§ Required action
For every line in the records that has the word "lineWidth", make a copy.
-------- Exercise material
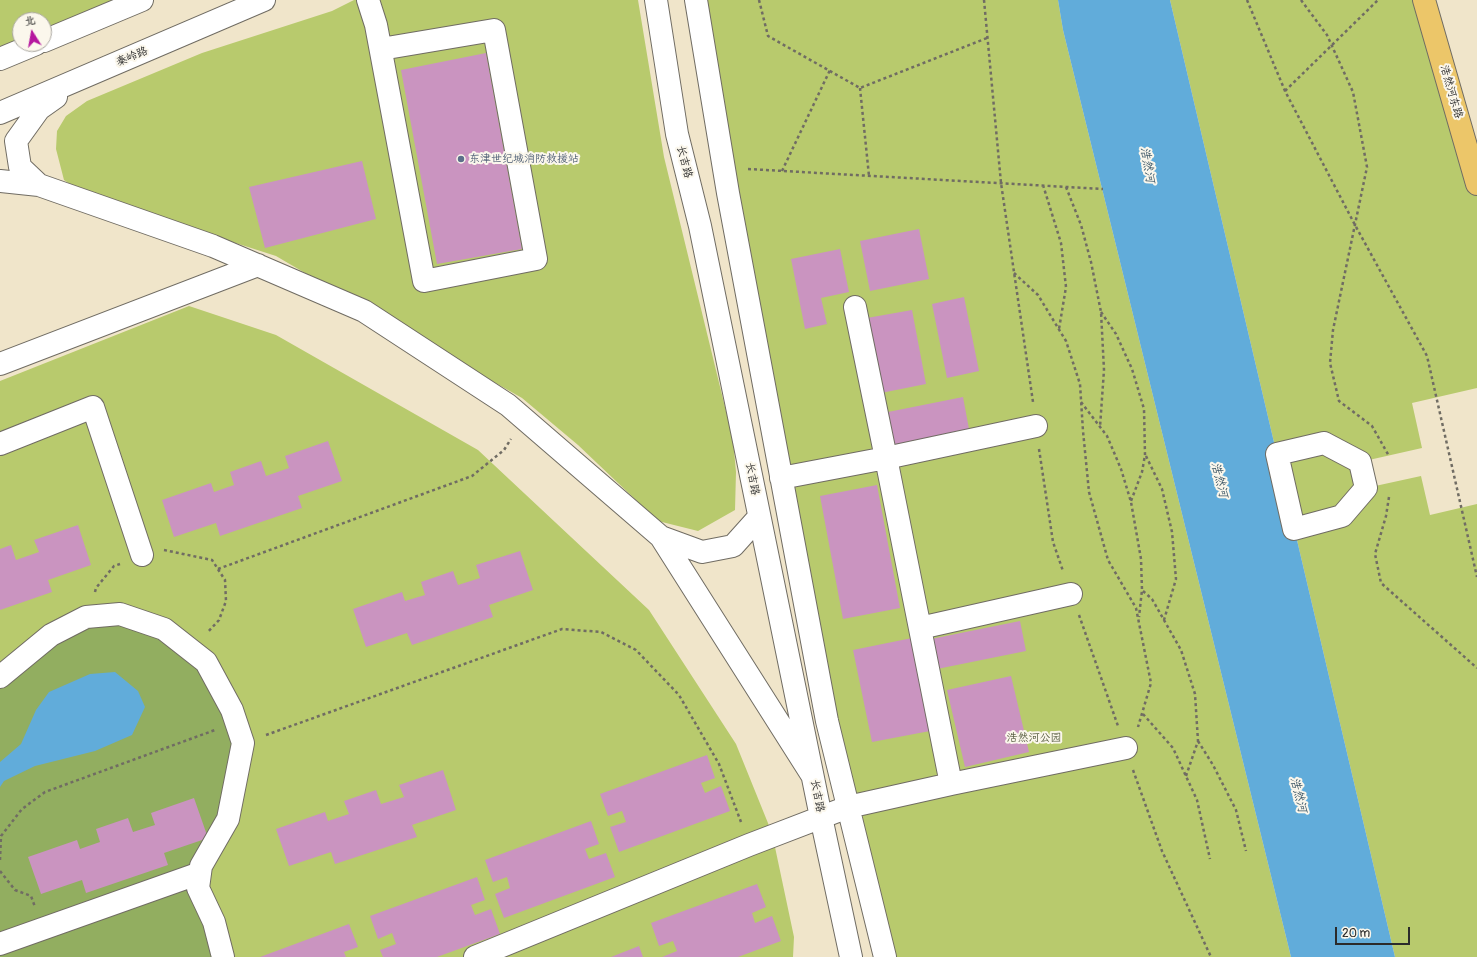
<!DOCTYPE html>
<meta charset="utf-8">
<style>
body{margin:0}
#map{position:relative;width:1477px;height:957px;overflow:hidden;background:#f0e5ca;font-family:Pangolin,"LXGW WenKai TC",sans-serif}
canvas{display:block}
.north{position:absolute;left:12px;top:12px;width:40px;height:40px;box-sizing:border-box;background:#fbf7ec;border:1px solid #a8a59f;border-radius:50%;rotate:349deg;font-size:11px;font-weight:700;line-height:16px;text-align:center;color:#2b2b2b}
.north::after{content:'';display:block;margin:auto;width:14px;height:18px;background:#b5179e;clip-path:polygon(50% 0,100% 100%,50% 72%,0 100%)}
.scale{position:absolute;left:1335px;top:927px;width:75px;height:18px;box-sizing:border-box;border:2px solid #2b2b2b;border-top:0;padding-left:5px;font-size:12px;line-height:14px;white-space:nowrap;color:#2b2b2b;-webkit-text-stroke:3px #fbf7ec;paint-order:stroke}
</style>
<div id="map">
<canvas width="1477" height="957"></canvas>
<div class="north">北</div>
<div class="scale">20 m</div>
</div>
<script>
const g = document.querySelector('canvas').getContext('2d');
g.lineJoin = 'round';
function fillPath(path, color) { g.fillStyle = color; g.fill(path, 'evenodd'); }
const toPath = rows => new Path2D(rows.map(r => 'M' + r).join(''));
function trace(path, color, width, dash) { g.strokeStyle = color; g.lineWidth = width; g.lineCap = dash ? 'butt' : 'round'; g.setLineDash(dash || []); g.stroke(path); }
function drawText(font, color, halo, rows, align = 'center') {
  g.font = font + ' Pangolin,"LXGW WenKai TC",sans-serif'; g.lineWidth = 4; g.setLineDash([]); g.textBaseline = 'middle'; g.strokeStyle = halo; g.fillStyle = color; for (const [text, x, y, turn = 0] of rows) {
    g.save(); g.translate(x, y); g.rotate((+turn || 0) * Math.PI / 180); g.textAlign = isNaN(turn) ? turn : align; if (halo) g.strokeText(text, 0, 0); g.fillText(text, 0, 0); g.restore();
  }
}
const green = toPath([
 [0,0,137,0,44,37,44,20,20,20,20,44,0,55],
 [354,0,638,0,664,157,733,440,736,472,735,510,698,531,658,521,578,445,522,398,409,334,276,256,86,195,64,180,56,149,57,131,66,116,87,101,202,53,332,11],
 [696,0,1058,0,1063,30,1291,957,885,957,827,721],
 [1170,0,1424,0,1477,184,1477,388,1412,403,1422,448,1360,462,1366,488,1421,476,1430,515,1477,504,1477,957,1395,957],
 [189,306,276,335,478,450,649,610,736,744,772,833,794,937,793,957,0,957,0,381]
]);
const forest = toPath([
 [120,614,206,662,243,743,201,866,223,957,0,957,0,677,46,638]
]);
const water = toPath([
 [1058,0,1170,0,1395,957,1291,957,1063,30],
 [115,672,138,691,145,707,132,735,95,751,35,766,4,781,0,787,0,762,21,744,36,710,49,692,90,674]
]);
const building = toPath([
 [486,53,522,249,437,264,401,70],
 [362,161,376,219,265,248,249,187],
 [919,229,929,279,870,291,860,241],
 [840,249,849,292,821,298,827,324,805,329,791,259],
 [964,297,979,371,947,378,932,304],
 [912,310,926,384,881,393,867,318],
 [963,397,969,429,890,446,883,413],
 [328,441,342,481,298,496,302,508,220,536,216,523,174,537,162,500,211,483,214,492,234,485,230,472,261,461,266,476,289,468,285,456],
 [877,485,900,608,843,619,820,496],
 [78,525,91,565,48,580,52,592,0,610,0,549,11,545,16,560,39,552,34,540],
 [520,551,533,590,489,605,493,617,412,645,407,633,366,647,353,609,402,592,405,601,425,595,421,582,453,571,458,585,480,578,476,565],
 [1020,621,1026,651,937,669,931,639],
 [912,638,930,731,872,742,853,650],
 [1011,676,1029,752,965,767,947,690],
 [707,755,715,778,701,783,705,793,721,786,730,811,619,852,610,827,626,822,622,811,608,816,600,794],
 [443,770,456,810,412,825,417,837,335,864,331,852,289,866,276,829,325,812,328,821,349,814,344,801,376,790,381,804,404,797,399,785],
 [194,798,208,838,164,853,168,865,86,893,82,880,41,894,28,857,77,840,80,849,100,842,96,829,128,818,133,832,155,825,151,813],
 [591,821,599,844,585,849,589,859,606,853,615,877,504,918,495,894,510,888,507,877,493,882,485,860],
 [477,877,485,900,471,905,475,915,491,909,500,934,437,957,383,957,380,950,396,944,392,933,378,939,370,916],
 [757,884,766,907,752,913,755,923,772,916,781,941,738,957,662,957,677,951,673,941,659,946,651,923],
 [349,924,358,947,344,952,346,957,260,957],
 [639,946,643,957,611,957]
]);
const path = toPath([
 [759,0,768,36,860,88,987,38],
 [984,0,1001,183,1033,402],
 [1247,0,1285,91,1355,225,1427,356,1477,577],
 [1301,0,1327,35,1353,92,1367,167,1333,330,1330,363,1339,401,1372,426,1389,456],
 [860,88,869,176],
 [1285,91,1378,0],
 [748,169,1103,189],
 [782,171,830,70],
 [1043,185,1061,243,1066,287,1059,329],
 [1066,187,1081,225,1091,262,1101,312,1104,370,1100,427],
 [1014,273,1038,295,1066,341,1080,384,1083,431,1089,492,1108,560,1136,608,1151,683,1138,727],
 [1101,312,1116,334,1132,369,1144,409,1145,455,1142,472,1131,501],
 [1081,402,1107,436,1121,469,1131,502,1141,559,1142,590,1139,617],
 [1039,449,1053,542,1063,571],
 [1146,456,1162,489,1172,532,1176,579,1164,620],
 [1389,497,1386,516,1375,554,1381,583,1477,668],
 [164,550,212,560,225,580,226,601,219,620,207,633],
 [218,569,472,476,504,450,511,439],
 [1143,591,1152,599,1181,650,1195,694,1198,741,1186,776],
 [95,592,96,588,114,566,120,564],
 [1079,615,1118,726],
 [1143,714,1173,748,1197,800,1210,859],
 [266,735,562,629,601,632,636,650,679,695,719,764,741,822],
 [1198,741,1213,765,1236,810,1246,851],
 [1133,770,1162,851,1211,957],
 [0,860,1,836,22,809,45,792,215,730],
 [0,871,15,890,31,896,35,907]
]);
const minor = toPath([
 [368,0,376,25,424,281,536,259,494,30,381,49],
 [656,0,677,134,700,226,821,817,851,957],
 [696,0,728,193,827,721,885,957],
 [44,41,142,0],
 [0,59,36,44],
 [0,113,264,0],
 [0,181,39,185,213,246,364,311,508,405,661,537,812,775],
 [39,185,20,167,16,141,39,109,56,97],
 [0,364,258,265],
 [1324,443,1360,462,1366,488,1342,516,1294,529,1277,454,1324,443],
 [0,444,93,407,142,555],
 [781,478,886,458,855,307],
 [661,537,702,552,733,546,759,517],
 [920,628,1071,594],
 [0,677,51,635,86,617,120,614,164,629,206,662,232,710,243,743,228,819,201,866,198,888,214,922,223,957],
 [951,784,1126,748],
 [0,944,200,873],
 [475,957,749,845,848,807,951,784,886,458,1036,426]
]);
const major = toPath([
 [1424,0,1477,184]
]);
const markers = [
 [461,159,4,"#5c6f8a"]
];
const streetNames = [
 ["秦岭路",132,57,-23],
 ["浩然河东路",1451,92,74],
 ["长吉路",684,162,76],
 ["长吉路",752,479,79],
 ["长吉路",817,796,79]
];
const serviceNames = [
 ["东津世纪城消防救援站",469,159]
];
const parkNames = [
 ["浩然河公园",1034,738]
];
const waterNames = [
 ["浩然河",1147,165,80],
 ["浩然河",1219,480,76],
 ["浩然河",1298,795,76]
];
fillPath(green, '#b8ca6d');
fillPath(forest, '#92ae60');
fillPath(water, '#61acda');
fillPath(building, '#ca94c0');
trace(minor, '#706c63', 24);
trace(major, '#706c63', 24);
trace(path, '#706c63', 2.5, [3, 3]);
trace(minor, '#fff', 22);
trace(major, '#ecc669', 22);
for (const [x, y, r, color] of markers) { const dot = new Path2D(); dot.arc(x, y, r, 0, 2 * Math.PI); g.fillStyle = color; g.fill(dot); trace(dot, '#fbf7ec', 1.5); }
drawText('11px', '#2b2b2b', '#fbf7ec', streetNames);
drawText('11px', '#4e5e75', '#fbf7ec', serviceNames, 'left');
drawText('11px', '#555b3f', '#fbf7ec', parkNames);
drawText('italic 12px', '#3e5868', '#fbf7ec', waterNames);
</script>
----------------
§ Task response
function trace(path, color, width, dash) { g.strokeStyle = color; g.lineWidth = width; g.lineCap = dash ? 'butt' : 'round'; g.setLineDash(dash || []); g.stroke(path); }
  g.font = font + ' Pangolin,"LXGW WenKai TC",sans-serif'; g.lineWidth = 4; g.setLineDash([]); g.textBaseline = 'middle'; g.strokeStyle = halo; g.fillStyle = color; for (const [text, x, y, turn = 0] of rows) {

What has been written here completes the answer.